((
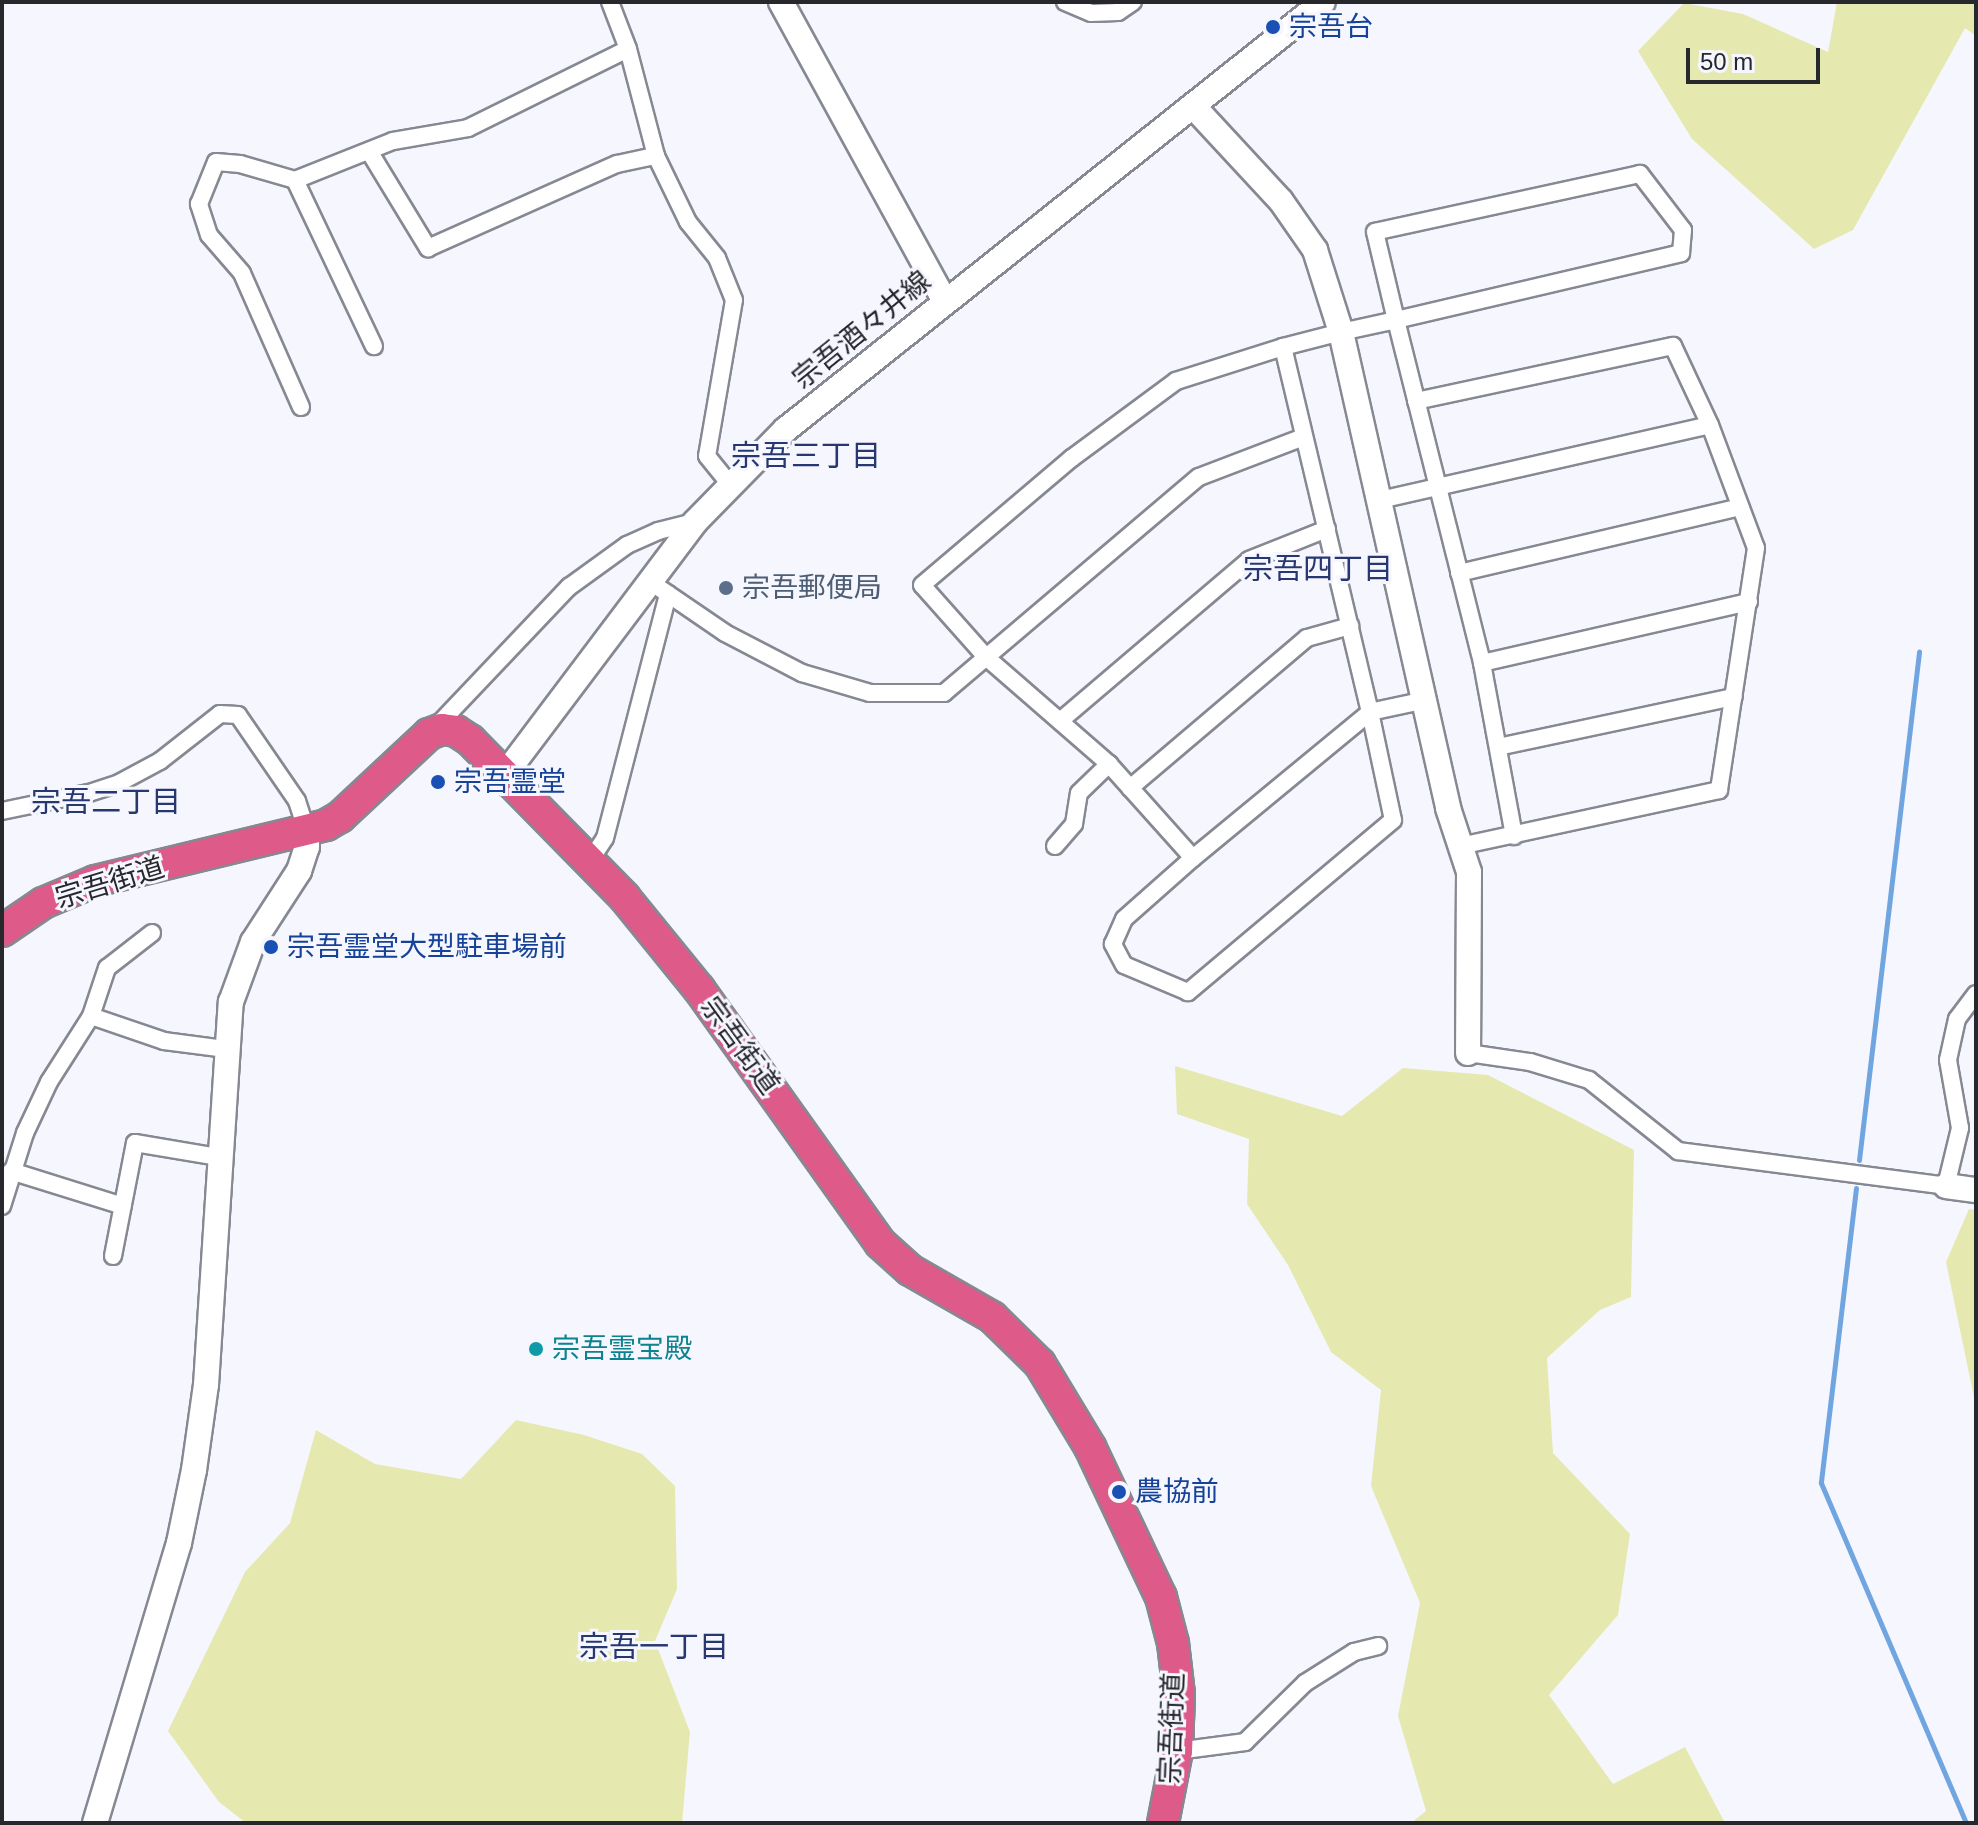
<!DOCTYPE html>
<html>
<head>
<meta charset="utf-8">
<style>
  body { margin:0 }
  #map { position:relative; width:1978px; height:1825px; overflow:hidden; background:#f6f7fe; font-family:Arial,"Noto Sans JP",sans-serif }
  div>[style] { position:absolute }
  [style*='--x'] { left:calc(var(--x)*1px); top:calc(var(--y)*1px); width:calc(var(--w)*1px); rotate:calc(var(--a)*1deg) }
  .green>* { inset:0; background:#e5e9af }
  .stream>* { height:5px; margin:-2.5px; padding:0 2.5px; transform-origin:2.5px; border-radius:2.5px; background:#70a5e0 }
  .roads { filter:drop-shadow(2px 0 #868892) drop-shadow(-2px 0 #868892) drop-shadow(0 2px #868892) drop-shadow(0 -2px #868892) }
  .street>* { height:16px; margin:-8px; padding:0 8px; transform-origin:8px; border-radius:8px; background:#fff }
  .secondary>* { height:24px; margin:-12px; padding:0 12px; transform-origin:12px; border-radius:12px; background:#fff }
  .highway>* { height:30px; margin:-15px; padding:0 15px; transform-origin:15px; border-radius:15px; background:#dd5a89 }
  .dots>* { width:22px; height:22px; translate:-50% -50%; box-sizing:border-box; border:4px solid #f6f7fe; border-radius:50% }
  span { translate:-50% -50%; white-space:nowrap; text-align:center; line-height:1.15; -webkit-text-stroke:6px #f6f7fe; paint-order:stroke }
  .transit-label { font-size:28px; color:#164399 }
  .left { translate:0 -50%; text-align:left }
  .street-label { font-size:28px; color:#27282c }
  .service-label { font-size:28px; color:#4e5e75 }
  .culture-label { font-size:28px; color:#0d838f }
  .neighbourhood-label { font-size:30px; color:#273871 }
  .frame { position:absolute; inset:0; border:4px solid #27282c; pointer-events:none }
  .scale { position:absolute; left:1686px; top:48px; width:134px; height:36px; box-sizing:border-box; border:4px solid #27282c; border-top:0; padding-left:10px; font-size:24px; line-height:28px; white-space:nowrap; color:#27282c; -webkit-text-stroke:6px #f6f7fe; paint-order:stroke }
</style>
</head>
<body>
<div id="map">
  <div class="green">
    <i style="clip-path:polygon(1837px 2px,1976px 2px,1976px 36px,1965px 28px,1853px 230px,1814px 249px,1692px 139px,1638px 51px,1684px 3px,1743px 14px,1828px 52px)"></i>
    <i style="clip-path:polygon(1175px 1066px,1342px 1116px,1403px 1068px,1488px 1075px,1634px 1150px,1631px 1297px,1600px 1310px,1547px 1358px,1553px 1453px,1630px 1534px,1618px 1615px,1549px 1695px,1613px 1784px,1685px 1747px,1725px 1823px,1411px 1823px,1426px 1811px,1398px 1716px,1420px 1603px,1371px 1486px,1381px 1390px,1331px 1352px,1288px 1265px,1247px 1204px,1249px 1139px,1177px 1114px)"></i>
    <i style="clip-path:polygon(1969px 1209px,1976px 1210px,1976px 1407px,1946px 1262px)"></i>
    <i style="clip-path:polygon(516px 1420px,584px 1435px,642px 1454px,675px 1486px,677px 1589px,655px 1641px,690px 1732px,682px 1823px,246px 1823px,219px 1802px,168px 1731px,245px 1572px,290px 1523px,316px 1430px,375px 1464px,461px 1479px)"></i>
  </div>
  <div class="stream">
    <i style="--x:1859;--y:1160;--w:512;--a:-83.26"></i>
    <i style="--x:1856;--y:1188;--w:297;--a:96.8"></i>
    <i style="--x:1821;--y:1483;--w:370;--a:66.9"></i>
  </div>
  <div class="roads">
    <div class="street">
      <i style="--x:610;--y:2;--w:50;--a:69"></i>
      <i style="--x:628;--y:49;--w:111;--a:75.3"></i>
      <i style="--x:656;--y:156;--w:73;--a:64.1"></i>
      <i style="--x:688;--y:222;--w:46;--a:51.1"></i>
      <i style="--x:717;--y:258;--w:45;--a:68"></i>
      <i style="--x:734;--y:300;--w:158;--a:99.8"></i>
      <i style="--x:707;--y:456;--w:36;--a:51"></i>
      <i style="--x:1065;--y:2;--w:28;--a:23"></i>
      <i style="--x:1091;--y:13;--w:27;--a:-2"></i>
      <i style="--x:1118;--y:12;--w:18;--a:-34"></i>
      <i style="--x:369;--y:151;--w:114;--a:58.7"></i>
      <i style="--x:428;--y:248;--w:207;--a:-24"></i>
      <i style="--x:617;--y:164;--w:40;--a:-12"></i>
      <i style="--x:295;--y:180;--w:184;--a:64.6"></i>
      <i style="--x:1283;--y:347;--w:375;--a:76.6"></i>
      <i style="--x:1370;--y:712;--w:110;--a:78"></i>
      <i style="--x:1393;--y:820;--w:268;--a:140"></i>
      <i style="--x:1188;--y:992;--w:69;--a:-157.1"></i>
      <i style="--x:1124;--y:965;--w:24;--a:-118"></i>
      <i style="--x:1113;--y:944;--w:27;--a:-66"></i>
      <i style="--x:1124;--y:919;--w:92;--a:-41.5"></i>
      <i style="--x:1193;--y:858;--w:229;--a:-39.5"></i>
      <i style="--x:1370;--y:712;--w:57;--a:-12.1"></i>
      <i style="--x:1416;--y:401;--w:263;--a:-12.1"></i>
      <i style="--x:1673;--y:346;--w:87;--a:64.9"></i>
      <i style="--x:1710;--y:425;--w:131;--a:69.5"></i>
      <i style="--x:1756;--y:548;--w:245;--a:98.7"></i>
      <i style="--x:1719;--y:790;--w:264;--a:167.8"></i>
      <i style="--x:301;--y:407;--w:146;--a:-113.8"></i>
      <i style="--x:242;--y:273;--w:50;--a:-131"></i>
      <i style="--x:209;--y:235;--w:33;--a:-108"></i>
      <i style="--x:199;--y:204;--w:45;--a:-68"></i>
      <i style="--x:216;--y:162;--w:24;--a:5"></i>
      <i style="--x:240;--y:164;--w:57;--a:16.2"></i>
      <i style="--x:295;--y:180;--w:105;--a:-21.7"></i>
      <i style="--x:393;--y:141;--w:76;--a:-9.8"></i>
      <i style="--x:468;--y:128;--w:178;--a:-26.3"></i>
      <i style="--x:1380;--y:500;--w:338;--a:-12.8"></i>
      <i style="--x:1459;--y:573;--w:289;--a:-13.2"></i>
      <i style="--x:652;--y:583;--w:88;--a:34.4"></i>
      <i style="--x:725;--y:633;--w:87;--a:27.5"></i>
      <i style="--x:802;--y:673;--w:71;--a:16.4"></i>
      <i style="--x:870;--y:693;--w:74;--a:0"></i>
      <i style="--x:944;--y:693;--w:334;--a:-40.3"></i>
      <i style="--x:1199;--y:477;--w:112;--a:-20.9"></i>
      <i style="--x:1482;--y:663;--w:274;--a:-12.9"></i>
      <i style="--x:1060;--y:721;--w:248;--a:-40.4"></i>
      <i style="--x:1249;--y:560;--w:84;--a:-21.7"></i>
      <i style="--x:435;--y:728;--w:195;--a:-46.5"></i>
      <i style="--x:569;--y:587;--w:72;--a:-35.9"></i>
      <i style="--x:627;--y:545;--w:34;--a:-24"></i>
      <i style="--x:658;--y:531;--w:38;--a:-14"></i>
      <i style="--x:1498;--y:747;--w:241;--a:-12"></i>
      <i style="--x:1130;--y:788;--w:232;--a:-40.3"></i>
      <i style="--x:1307;--y:638;--w:45;--a:-15.6"></i>
      <i style="--x:2;--y:811;--w:89;--a:-11.7"></i>
      <i style="--x:89;--y:793;--w:32;--a:-18"></i>
      <i style="--x:119;--y:783;--w:47;--a:-28.2"></i>
      <i style="--x:160;--y:761;--w:76;--a:-38.1"></i>
      <i style="--x:220;--y:714;--w:18;--a:3"></i>
      <i style="--x:238;--y:715;--w:104;--a:55.5"></i>
      <i style="--x:297;--y:801;--w:33;--a:72"></i>
      <i style="--x:1055;--y:846;--w:29;--a:-49"></i>
      <i style="--x:1074;--y:824;--w:31;--a:-81"></i>
      <i style="--x:1079;--y:793;--w:42;--a:-44"></i>
      <i style="--x:1193;--y:858;--w:126;--a:-131.8"></i>
      <i style="--x:1109;--y:764;--w:163;--a:-139"></i>
      <i style="--x:986;--y:657;--w:96;--a:-131.6"></i>
      <i style="--x:922;--y:585;--w:197;--a:-40.3"></i>
      <i style="--x:1072;--y:458;--w:129;--a:-36.5"></i>
      <i style="--x:1176;--y:381;--w:112;--a:-17.6"></i>
      <i style="--x:1283;--y:347;--w:60;--a:-14.5"></i>
      <i style="--x:1341;--y:332;--w:56;--a:-12.3"></i>
      <i style="--x:1396;--y:320;--w:293;--a:-13.2"></i>
      <i style="--x:1681;--y:253;--w:23;--a:-85"></i>
      <i style="--x:1683;--y:230;--w:71;--a:-127.5"></i>
      <i style="--x:1640;--y:174;--w:271;--a:167.7"></i>
      <i style="--x:1375;--y:232;--w:90;--a:76.6"></i>
      <i style="--x:1396;--y:320;--w:354;--a:75.9"></i>
      <i style="--x:1482;--y:663;--w:176;--a:79.5"></i>
      <i style="--x:590;--y:861;--w:27;--a:-57"></i>
      <i style="--x:605;--y:838;--w:252;--a:-75.5"></i>
      <i style="--x:91;--y:1016;--w:51;--a:-71.6"></i>
      <i style="--x:107;--y:968;--w:57;--a:-37.9"></i>
      <i style="--x:1468;--y:1053;--w:63;--a:8.3"></i>
      <i style="--x:1530;--y:1062;--w:62;--a:17"></i>
      <i style="--x:1589;--y:1080;--w:114;--a:38.6"></i>
      <i style="--x:1678;--y:1151;--w:270;--a:7.4"></i>
      <i style="--x:1946;--y:1186;--w:60;--a:-76.4"></i>
      <i style="--x:1960;--y:1128;--w:69;--a:-100"></i>
      <i style="--x:1948;--y:1060;--w:42;--a:-77.6"></i>
      <i style="--x:1957;--y:1019;--w:31;--a:-53"></i>
      <i style="--x:11;--y:1171;--w:117;--a:17.4"></i>
      <i style="--x:2;--y:1206;--w:77;--a:-72.5"></i>
      <i style="--x:25;--y:1133;--w:56;--a:-64.8"></i>
      <i style="--x:49;--y:1082;--w:78;--a:-57.5"></i>
      <i style="--x:91;--y:1016;--w:77;--a:18.9"></i>
      <i style="--x:164;--y:1041;--w:63;--a:7.4"></i>
      <i style="--x:113;--y:1256;--w:115;--a:-79"></i>
      <i style="--x:135;--y:1143;--w:85;--a:9.5"></i>
      <i style="--x:1177;--y:1751;--w:69;--a:-7.5"></i>
      <i style="--x:1245;--y:1742;--w:84;--a:-44.5"></i>
      <i style="--x:1305;--y:1683;--w:58;--a:-32.3"></i>
      <i style="--x:1354;--y:1652;--w:25;--a:-14"></i>
    </div>
    <div class="secondary">
      <i style="--x:781;--y:2;--w:341;--a:61.3"></i>
      <i style="--x:1193;--y:106;--w:129;--a:47.2"></i>
      <i style="--x:1281;--y:201;--w:60;--a:55.2"></i>
      <i style="--x:1315;--y:250;--w:86;--a:72.4"></i>
      <i style="--x:1341;--y:332;--w:488;--a:77.3"></i>
      <i style="--x:1448;--y:808;--w:67;--a:71.8"></i>
      <i style="--x:1469;--y:872;--w:181;--a:90.3"></i>
      <i style="--x:506;--y:773;--w:314;--a:-53"></i>
      <i style="--x:695;--y:522;--w:129;--a:-45.6"></i>
      <i style="--x:785;--y:430;--w:687;--a:-38.5"></i>
      <i style="--x:1946;--y:1186;--w:30;--a:8"></i>
      <i style="--x:95;--y:1823;--w:292;--a:-73.3"></i>
      <i style="--x:179;--y:1543;--w:75;--a:-78.4"></i>
      <i style="--x:194;--y:1470;--w:86;--a:-82"></i>
      <i style="--x:206;--y:1385;--w:384;--a:-86.3"></i>
      <i style="--x:231;--y:1002;--w:64;--a:-69.9"></i>
      <i style="--x:253;--y:942;--w:85;--a:-57.1"></i>
      <i style="--x:299;--y:871;--w:25;--a:-72"></i>
      <i style="--x:307;--y:847;--w:15;--a:-90"></i>
    </div>
    <div class="highway">
      <i style="--x:2;--y:931;--w:50;--a:-34.3"></i>
      <i style="--x:43;--y:903;--w:56;--a:-22.9"></i>
      <i style="--x:95;--y:881;--w:238;--a:-13.6"></i>
      <i style="--x:326;--y:825;--w:16;--a:-30"></i>
      <i style="--x:340;--y:817;--w:122;--a:-43"></i>
      <i style="--x:429;--y:734;--w:14;--a:-21"></i>
      <i style="--x:442;--y:729;--w:14;--a:8"></i>
      <i style="--x:456;--y:731;--w:17;--a:33"></i>
      <i style="--x:470;--y:740;--w:221;--a:45.5"></i>
      <i style="--x:625;--y:898;--w:117;--a:50.9"></i>
      <i style="--x:699;--y:989;--w:312;--a:54.5"></i>
      <i style="--x:880;--y:1243;--w:40;--a:42"></i>
      <i style="--x:910;--y:1270;--w:95;--a:29.8"></i>
      <i style="--x:992;--y:1317;--w:67;--a:44.4"></i>
      <i style="--x:1040;--y:1364;--w:97;--a:58.9"></i>
      <i style="--x:1090;--y:1447;--w:166;--a:64.7"></i>
      <i style="--x:1161;--y:1597;--w:48;--a:75.4"></i>
      <i style="--x:1173;--y:1643;--w:51;--a:83.3"></i>
      <i style="--x:1179;--y:1694;--w:57;--a:92"></i>
      <i style="--x:1177;--y:1751;--w:73;--a:101"></i>
    </div>
  </div>
  <div class="dots">
    <i style="left:1273px;top:27px;background:#1a4fb4"></i>
    <i style="left:726px;top:588px;background:#5c6f8a"></i>
    <i style="left:438px;top:782px;background:#1a4fb4"></i>
    <i style="left:271px;top:947px;background:#1a4fb4"></i>
    <i style="left:536px;top:1349px;background:#0f9aa8"></i>
    <i style="left:1119px;top:1492px;background:#1a4fb4"></i>
  </div>
  <div class="transit-label">
    <span class="left" style="left:1289px;top:27px">宗吾台</span>
    <span class="left" style="left:454px;top:782px">宗吾霊堂</span>
    <span class="left" style="left:287px;top:947px">宗吾霊堂大型駐車場前</span>
    <span class="left" style="left:1135px;top:1492px">農協前</span>
  </div>
  <div class="street-label">
    <span style="left:862px;top:330px;rotate:-39deg">宗吾酒々井線</span>
    <span style="left:110px;top:883px;rotate:-17deg">宗吾街道</span>
    <span style="left:740px;top:1046px;rotate:54deg">宗吾街道</span>
    <span style="left:1172px;top:1728px;rotate:-88deg">宗吾街道</span>
  </div>
  <div class="service-label">
    <span class="left" style="left:742px;top:588px">宗吾郵便局</span>
  </div>
  <div class="culture-label">
    <span class="left" style="left:552px;top:1349px">宗吾霊宝殿</span>
  </div>
  <div class="neighbourhood-label">
    <span style="left:806px;top:456px">宗吾三丁目</span>
    <span style="left:1318px;top:569px">宗吾四丁目</span>
    <span style="left:106px;top:802px">宗吾二丁目</span>
    <span style="left:654px;top:1647px">宗吾一丁目</span>
  </div>
  <div class="frame"></div>
  <div class="scale">50 m</div>
</div>
</body>
</html>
))
Your instructions: Starting from the first line of the entries above, print each line exactly until the line containing "position:relative; width:1978px; height:1825px;" has been printed, and skip the pictures.

Solution to this problem:
<!DOCTYPE html>
<html>
<head>
<meta charset="utf-8">
<style>
  body { margin:0 }
  #map { position:relative; width:1978px; height:1825px; overflow:hidden; background:#f6f7fe; font-family:Arial,"Noto Sans JP",sans-serif }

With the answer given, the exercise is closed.